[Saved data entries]

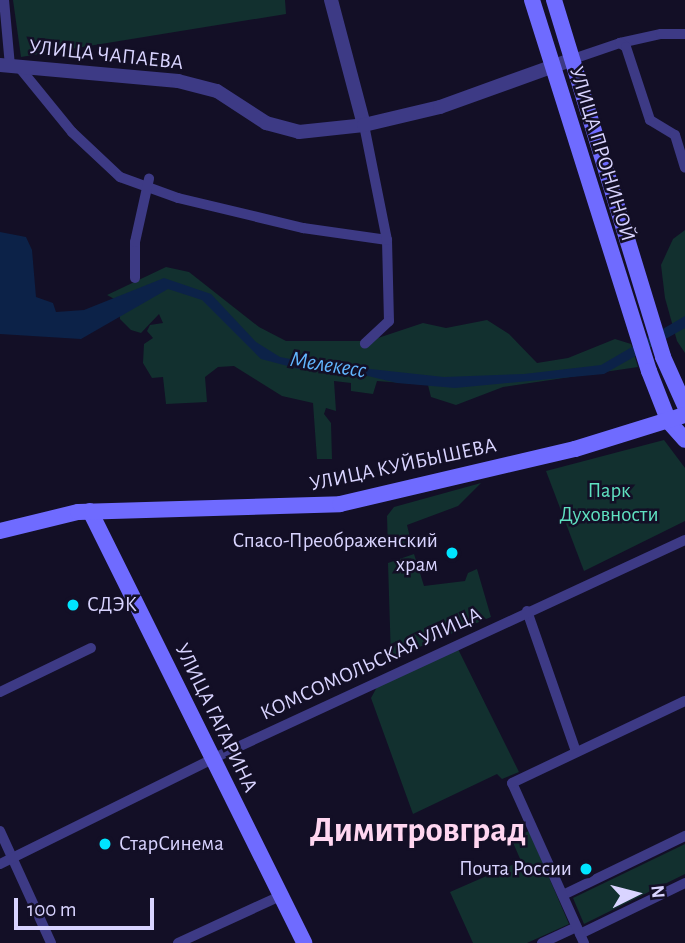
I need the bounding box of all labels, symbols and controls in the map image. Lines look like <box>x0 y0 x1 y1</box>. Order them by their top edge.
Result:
street label: УЛИЦА ЧАПАЕВА <box>28 34 184 76</box>
street label: УЛИЦА ПРОНИНОЙ <box>563 64 641 244</box>
water label: Мелекесс <box>288 346 368 386</box>
street label: УЛИЦА КУЙБЫШЕВА <box>307 433 499 497</box>
park label: Парк Духовности <box>559 478 659 528</box>
place label: Спасо-Преображенский храм <box>232 528 438 578</box>
marker: Спасо-Преображенский храм <box>444 545 460 561</box>
place label: СДЭК <box>87 592 137 618</box>
marker: СДЭК <box>65 597 81 613</box>
street label: КОМСОМОЛЬСКАЯ УЛИЦА <box>257 602 485 726</box>
street label: УЛИЦА ГАГАРИНА <box>169 639 263 797</box>
district label: Димитровград <box>310 810 526 852</box>
place label: СтарСинема <box>119 831 224 857</box>
marker: СтарСинема <box>97 836 113 852</box>
place label: Почта России <box>459 856 572 882</box>
north arrow <box>601 859 671 929</box>
marker: Почта России <box>578 861 594 877</box>
scale bar <box>18 884 158 928</box>
text: N <box>647 884 668 899</box>
text: 100 m <box>27 899 77 920</box>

#### [EXERCISE OBJECTIVE]
What is needed is every line of the data above, set down exactly but with the images left out.

#### [SOLVED PROBLEM]
I need the bounding box of all labels, symbols and controls in the map image. Lines look like <box>x0 y0 x1 y1</box>. Order them by their top edge.
Result:
street label: УЛИЦА ЧАПАЕВА <box>28 34 184 76</box>
street label: УЛИЦА ПРОНИНОЙ <box>563 64 641 244</box>
water label: Мелекесс <box>288 346 368 386</box>
street label: УЛИЦА КУЙБЫШЕВА <box>307 433 499 497</box>
park label: Парк Духовности <box>559 478 659 528</box>
place label: Спасо-Преображенский храм <box>232 528 438 578</box>
marker: Спасо-Преображенский храм <box>444 545 460 561</box>
place label: СДЭК <box>87 592 137 618</box>
marker: СДЭК <box>65 597 81 613</box>
street label: КОМСОМОЛЬСКАЯ УЛИЦА <box>257 602 485 726</box>
street label: УЛИЦА ГАГАРИНА <box>169 639 263 797</box>
district label: Димитровград <box>310 810 526 852</box>
place label: СтарСинема <box>119 831 224 857</box>
marker: СтарСинема <box>97 836 113 852</box>
place label: Почта России <box>459 856 572 882</box>
north arrow <box>601 859 671 929</box>
marker: Почта России <box>578 861 594 877</box>
scale bar <box>18 884 158 928</box>
text: N <box>647 884 668 899</box>
text: 100 m <box>27 899 77 920</box>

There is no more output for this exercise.